The royal estate itself enchanted Johann Wolfgang von Goethe, who wrote that people should visit Carditello to understand what nature really was. Carditello offered the king and his court the opportunity for hunting excursions, its woods being rich in game.

Many years of disuse would follow after the unification of Italy. The king left the estate in the care of the local head of the Camorra, which began a long period of disinterest and neglect of the property. In 1920, 2,070 hectares of the estate were sold, leaving only the main palace building and 15 hectares surrounding it. During World War II, it was occupied by German and American troops, which increased the state of degradation of the palace, especially its frescoed interior. Over time, the palace was gradually stripped of its fixtures.

In January 2014, the palace was acquired by the Italian Ministry of Cultural Heritage.

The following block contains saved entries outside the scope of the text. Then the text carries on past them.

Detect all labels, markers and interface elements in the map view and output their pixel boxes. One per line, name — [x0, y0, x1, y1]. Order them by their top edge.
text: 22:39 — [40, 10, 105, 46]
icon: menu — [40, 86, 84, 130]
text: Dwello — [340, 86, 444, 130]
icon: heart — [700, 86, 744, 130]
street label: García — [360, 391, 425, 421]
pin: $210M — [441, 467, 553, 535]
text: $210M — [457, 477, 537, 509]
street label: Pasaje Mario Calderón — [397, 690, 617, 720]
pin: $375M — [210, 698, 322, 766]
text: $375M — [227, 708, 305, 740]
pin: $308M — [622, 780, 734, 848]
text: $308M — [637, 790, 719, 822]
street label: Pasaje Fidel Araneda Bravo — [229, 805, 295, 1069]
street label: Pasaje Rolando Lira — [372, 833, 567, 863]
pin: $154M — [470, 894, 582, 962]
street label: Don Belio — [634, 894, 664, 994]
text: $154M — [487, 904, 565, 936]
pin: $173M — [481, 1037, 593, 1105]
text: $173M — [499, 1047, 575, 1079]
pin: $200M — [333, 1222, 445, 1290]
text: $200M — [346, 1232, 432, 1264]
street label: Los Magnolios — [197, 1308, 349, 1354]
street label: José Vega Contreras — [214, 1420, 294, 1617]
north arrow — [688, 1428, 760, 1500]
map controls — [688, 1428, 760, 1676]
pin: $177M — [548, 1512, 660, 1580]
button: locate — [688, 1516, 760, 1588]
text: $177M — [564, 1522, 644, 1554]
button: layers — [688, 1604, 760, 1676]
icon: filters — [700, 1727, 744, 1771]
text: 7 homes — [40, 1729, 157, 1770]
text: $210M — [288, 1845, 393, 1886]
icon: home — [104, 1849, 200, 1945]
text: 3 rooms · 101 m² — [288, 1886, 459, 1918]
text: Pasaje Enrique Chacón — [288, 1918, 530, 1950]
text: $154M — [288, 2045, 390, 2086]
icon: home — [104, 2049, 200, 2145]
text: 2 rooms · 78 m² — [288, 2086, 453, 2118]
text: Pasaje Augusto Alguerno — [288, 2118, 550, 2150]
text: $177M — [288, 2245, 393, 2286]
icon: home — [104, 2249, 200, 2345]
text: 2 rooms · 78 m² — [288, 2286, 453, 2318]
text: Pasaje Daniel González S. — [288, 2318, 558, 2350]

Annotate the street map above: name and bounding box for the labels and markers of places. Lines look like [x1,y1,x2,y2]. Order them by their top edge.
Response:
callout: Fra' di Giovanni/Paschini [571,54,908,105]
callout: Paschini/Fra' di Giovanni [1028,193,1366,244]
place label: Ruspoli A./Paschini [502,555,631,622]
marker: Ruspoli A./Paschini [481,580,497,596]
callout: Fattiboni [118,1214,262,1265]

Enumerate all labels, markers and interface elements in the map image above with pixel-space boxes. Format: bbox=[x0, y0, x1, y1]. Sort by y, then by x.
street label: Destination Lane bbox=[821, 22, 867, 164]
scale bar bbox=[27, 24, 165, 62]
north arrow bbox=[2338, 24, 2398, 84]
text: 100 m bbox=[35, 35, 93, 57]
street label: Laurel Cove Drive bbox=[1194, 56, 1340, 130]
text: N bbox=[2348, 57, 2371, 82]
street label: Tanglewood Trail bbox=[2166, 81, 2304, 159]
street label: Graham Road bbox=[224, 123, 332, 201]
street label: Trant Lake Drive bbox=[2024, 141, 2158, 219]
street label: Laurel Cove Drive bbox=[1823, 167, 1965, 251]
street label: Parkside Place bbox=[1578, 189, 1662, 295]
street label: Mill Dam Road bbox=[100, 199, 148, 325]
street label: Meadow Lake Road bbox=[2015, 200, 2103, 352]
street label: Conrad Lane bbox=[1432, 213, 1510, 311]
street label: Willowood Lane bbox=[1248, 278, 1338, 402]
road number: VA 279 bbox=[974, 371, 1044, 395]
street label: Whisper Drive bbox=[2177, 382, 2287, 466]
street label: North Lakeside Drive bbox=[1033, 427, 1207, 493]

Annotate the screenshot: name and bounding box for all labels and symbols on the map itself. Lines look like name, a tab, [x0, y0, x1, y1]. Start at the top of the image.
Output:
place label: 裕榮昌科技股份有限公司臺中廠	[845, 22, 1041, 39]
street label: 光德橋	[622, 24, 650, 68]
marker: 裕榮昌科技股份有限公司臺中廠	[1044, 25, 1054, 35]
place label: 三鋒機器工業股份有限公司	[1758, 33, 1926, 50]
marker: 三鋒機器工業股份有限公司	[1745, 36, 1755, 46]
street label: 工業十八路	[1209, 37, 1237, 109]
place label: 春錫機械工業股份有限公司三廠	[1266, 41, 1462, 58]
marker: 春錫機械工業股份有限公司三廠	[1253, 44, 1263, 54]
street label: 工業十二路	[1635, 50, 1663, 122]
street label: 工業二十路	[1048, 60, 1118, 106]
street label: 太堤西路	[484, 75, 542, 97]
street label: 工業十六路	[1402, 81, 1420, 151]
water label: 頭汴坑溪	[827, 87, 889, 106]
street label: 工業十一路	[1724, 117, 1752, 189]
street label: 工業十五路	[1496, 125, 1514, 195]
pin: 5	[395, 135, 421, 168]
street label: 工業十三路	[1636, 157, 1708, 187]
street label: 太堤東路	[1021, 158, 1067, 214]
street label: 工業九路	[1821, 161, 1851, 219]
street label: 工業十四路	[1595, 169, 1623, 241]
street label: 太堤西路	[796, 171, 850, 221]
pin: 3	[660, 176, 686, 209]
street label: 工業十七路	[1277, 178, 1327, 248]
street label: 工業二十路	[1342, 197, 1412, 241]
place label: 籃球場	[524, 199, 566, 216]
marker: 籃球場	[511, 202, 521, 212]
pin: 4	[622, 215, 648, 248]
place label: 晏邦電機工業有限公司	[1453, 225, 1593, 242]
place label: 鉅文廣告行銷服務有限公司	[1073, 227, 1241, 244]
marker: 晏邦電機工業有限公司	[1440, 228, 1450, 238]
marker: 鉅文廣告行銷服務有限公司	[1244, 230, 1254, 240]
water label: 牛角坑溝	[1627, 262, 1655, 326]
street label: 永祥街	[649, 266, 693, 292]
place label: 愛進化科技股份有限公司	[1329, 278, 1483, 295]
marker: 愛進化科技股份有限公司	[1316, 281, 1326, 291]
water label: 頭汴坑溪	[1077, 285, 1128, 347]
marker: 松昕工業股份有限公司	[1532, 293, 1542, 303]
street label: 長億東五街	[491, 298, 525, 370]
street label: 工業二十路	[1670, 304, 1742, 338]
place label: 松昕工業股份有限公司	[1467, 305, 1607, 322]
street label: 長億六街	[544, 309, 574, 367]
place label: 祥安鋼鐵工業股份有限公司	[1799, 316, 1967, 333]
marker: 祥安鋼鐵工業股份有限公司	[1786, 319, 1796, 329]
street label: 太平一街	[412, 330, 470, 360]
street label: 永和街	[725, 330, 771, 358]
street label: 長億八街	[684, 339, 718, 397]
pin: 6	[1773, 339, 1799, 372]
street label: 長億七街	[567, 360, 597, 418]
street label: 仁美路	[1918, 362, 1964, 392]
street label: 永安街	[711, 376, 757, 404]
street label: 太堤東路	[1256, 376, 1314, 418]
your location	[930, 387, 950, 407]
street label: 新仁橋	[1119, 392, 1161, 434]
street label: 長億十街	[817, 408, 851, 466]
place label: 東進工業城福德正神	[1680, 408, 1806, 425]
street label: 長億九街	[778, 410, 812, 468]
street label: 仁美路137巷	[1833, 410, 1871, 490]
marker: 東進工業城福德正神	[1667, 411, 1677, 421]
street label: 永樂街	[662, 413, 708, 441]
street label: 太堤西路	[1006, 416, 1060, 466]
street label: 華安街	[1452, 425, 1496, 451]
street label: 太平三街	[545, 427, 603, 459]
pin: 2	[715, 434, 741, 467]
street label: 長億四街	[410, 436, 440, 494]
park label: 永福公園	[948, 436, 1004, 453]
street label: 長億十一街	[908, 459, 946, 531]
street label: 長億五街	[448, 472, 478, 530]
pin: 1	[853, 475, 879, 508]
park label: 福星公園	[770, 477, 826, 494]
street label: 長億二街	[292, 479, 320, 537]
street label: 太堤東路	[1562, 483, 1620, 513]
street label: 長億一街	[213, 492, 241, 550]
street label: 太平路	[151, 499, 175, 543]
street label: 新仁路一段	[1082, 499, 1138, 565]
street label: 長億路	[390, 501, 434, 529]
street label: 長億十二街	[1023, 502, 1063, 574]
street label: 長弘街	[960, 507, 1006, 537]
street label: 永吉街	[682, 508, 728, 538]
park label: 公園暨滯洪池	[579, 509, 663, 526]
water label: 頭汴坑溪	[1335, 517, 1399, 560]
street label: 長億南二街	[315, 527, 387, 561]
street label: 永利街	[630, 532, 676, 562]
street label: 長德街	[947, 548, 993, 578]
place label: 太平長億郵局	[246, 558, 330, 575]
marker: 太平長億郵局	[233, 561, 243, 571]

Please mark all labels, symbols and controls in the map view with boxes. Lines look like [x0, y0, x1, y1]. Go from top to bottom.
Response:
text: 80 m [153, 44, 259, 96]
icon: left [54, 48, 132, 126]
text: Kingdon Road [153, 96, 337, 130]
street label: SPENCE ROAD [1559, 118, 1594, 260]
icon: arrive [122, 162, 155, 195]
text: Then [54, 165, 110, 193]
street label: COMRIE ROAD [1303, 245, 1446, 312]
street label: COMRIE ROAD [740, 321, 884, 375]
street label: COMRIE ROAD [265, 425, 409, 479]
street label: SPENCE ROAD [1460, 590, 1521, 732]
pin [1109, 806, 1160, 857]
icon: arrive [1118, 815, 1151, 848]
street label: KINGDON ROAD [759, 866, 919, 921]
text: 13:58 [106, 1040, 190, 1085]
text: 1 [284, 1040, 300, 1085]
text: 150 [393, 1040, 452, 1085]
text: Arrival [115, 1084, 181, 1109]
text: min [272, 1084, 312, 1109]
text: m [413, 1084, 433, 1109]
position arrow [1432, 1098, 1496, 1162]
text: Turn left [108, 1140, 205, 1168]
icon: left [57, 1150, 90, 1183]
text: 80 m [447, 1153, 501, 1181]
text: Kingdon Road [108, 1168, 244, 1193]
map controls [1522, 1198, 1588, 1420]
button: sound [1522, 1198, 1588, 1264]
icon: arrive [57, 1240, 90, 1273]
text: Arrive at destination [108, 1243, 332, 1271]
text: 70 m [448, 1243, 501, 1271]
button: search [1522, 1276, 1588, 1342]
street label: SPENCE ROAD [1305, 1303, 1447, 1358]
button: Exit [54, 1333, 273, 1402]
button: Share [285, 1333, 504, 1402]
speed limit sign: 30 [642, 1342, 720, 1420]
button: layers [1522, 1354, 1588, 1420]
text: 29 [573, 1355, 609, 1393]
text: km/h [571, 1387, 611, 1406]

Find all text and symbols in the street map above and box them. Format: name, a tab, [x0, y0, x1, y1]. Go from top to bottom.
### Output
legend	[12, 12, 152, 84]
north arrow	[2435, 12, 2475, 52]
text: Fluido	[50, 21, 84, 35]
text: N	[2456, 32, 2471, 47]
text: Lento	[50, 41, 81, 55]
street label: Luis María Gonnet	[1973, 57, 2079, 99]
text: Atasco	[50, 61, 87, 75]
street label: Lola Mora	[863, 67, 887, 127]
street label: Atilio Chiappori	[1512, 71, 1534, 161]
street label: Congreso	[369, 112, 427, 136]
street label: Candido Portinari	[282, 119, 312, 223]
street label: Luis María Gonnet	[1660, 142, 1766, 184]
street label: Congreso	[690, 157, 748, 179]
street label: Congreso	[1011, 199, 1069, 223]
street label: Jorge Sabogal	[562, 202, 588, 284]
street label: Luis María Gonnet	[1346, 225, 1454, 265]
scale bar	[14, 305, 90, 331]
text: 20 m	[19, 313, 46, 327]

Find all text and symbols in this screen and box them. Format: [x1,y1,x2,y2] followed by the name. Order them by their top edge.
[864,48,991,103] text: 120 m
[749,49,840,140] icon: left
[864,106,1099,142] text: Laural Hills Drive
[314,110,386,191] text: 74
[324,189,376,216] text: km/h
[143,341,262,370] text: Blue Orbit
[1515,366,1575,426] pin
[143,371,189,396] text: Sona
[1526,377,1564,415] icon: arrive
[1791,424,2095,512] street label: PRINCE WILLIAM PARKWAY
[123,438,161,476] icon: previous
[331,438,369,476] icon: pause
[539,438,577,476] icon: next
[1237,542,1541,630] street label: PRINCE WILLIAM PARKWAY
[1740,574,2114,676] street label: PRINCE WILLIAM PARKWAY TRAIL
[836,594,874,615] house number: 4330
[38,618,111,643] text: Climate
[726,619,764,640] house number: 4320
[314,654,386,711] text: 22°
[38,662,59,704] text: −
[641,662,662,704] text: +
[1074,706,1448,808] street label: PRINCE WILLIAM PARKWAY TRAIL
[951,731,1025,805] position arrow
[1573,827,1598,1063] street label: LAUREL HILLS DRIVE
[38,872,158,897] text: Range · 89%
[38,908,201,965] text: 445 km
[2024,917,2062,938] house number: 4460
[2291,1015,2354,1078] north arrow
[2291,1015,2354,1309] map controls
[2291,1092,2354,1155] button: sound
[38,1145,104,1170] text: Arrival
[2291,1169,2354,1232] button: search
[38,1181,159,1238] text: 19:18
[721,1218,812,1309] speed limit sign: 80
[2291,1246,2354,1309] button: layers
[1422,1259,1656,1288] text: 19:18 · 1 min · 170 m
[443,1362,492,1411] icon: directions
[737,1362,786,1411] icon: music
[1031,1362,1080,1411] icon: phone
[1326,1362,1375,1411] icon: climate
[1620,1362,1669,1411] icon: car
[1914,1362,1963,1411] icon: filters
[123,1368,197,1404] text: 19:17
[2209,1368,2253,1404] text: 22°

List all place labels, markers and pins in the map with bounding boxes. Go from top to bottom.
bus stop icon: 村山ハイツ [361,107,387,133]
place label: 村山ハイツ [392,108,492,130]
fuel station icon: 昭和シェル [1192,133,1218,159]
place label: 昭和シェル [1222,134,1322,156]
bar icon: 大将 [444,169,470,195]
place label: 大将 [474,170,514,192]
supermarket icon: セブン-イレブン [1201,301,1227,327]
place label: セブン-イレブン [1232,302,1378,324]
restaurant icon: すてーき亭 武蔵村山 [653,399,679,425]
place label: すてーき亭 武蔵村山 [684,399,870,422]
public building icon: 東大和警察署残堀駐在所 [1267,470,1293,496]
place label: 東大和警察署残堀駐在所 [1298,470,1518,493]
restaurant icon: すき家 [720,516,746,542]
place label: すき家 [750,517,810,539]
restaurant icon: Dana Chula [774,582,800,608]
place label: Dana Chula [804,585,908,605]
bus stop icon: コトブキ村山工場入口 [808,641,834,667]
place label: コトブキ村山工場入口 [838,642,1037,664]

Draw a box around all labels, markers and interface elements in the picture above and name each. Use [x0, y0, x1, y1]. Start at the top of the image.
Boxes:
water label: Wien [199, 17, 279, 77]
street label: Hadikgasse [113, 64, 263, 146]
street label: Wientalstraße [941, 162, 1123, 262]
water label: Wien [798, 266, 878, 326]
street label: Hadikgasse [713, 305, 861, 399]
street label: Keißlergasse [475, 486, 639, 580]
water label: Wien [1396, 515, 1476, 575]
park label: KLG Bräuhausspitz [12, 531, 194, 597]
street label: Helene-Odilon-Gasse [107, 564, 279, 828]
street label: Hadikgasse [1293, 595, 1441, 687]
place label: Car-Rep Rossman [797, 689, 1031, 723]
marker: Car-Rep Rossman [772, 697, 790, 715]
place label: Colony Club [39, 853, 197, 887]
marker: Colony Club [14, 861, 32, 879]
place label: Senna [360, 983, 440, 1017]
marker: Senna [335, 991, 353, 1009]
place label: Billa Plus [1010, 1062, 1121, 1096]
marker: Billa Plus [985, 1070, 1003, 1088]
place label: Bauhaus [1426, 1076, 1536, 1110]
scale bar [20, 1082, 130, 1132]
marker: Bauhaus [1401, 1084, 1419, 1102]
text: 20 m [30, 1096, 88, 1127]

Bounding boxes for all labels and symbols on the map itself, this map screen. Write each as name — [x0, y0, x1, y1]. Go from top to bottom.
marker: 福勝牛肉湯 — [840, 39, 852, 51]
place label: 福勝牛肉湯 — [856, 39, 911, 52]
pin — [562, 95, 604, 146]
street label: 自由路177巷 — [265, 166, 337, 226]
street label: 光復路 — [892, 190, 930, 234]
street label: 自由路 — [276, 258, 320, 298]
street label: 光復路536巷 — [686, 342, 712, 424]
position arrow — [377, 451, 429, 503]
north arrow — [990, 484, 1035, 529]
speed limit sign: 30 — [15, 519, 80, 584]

The palace is featured in the 2015 film Lost and Beautiful, a tribute to Tommaso Cestrone, who singlehandedly volunteered to preserve the grounds despite intimidation and threats from the local Camorra.

==The palace==
The palace was built in the second half of the 18th century by Charles of Bourbon. The complex is 300 meters long and divided into 3 parts: on two sides there are two wings that are divided by the main palace with two long halls. There are 3 buildings that are linked between them, because the royals wanted to demonstrate that there were no barriers separating the people and the royal family.

On the ground floor there are kitchens, weapons stocks, and the staff room. On the first floor there are two distinct areas, one for the royal family and the other for the receptions that were organized after hunting.

The small church is built in typical 18th-century style, decorated by the main artists of the court such as Jacob Philipp Hackert.